I had a very successful friend tell me, “Kyle, be nice to the people on the way up the success ladder, because they will be there when you’re on the way down.” So go ahead and be mean to fellow employees. Never smile. Be unreasonable. Soon the only thing you’ll be able to afford is 50 cents for the local paper so you can look at job listings.

#3: Assume a Credit Card is Free Money

Ever get those pre-approved credit card applications in the mail? Consider those to be winning lottery tickets! You just won a $4,500 credit card — start spending immediately!

#2: Be Lazy

Be happy with the status-quo. Don’t try to improve your skill set or challenge yourself to learn new skills. In other words, be lazy. This is a great way to guarantee you won’t move up your career ladder and increase your earning power.

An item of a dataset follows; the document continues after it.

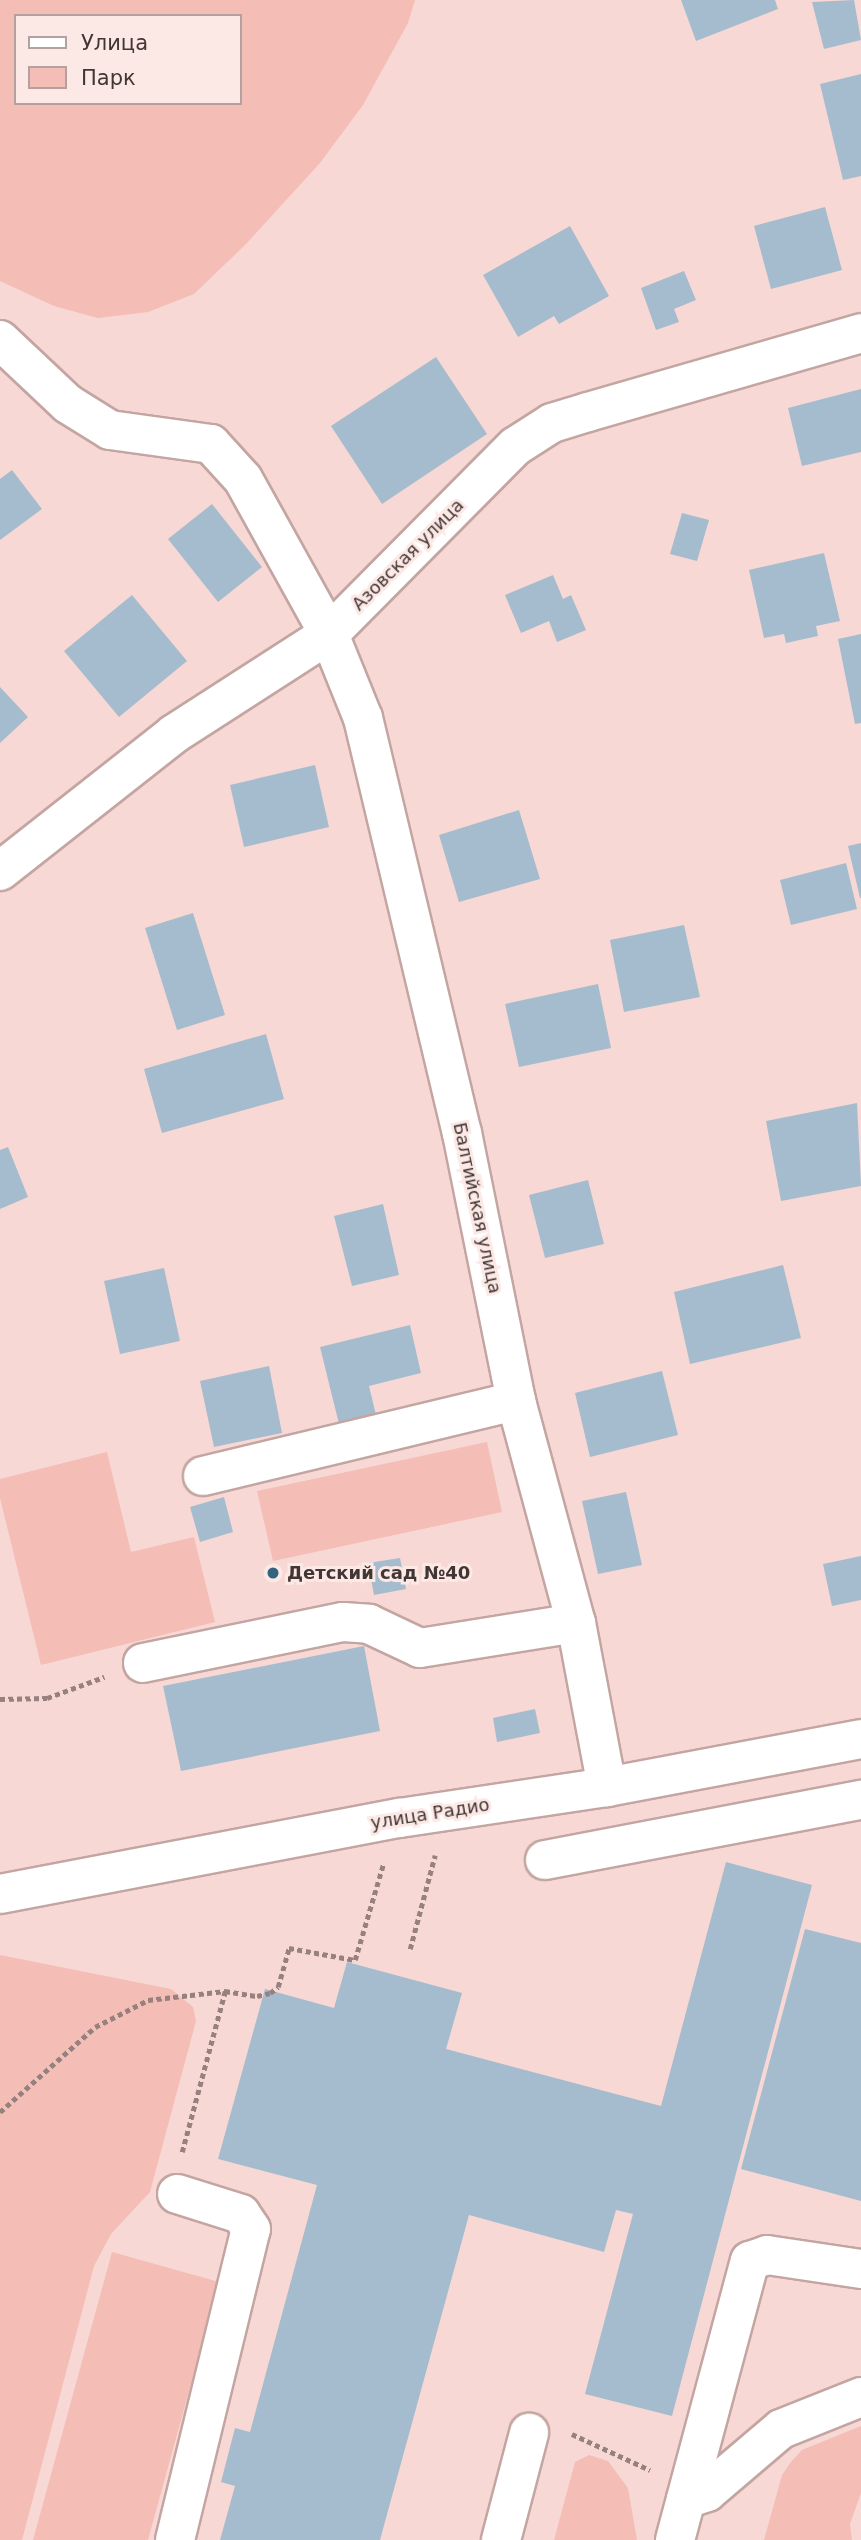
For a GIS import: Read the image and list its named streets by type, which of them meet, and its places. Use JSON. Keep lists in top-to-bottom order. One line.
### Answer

#1: Let Others Determine Your Value of Stuff

Let social signals and the ‘consumerism monster’ control your brain. Buy the $500 Coach purse you’ve been coveting, thinking it will increase your social status and happiness. Even if you can afford the purse, where does it end? At what point will stuff stop bringing you happiness. Typically, it will be when you can’t afford your lifestyle.

The bottom-line is balance. Success means finding balance in all things: work, finances and spending. You can be make a great income, but if you spend more than you make, does it really matter?

Likewise, you can make a very small income, be grateful for the things you have, and feel satisfied. Better yet, you could improve your income and feel the security of knowing that you’re taking care of your finances and retirement. Then you will truly be able to afford anything.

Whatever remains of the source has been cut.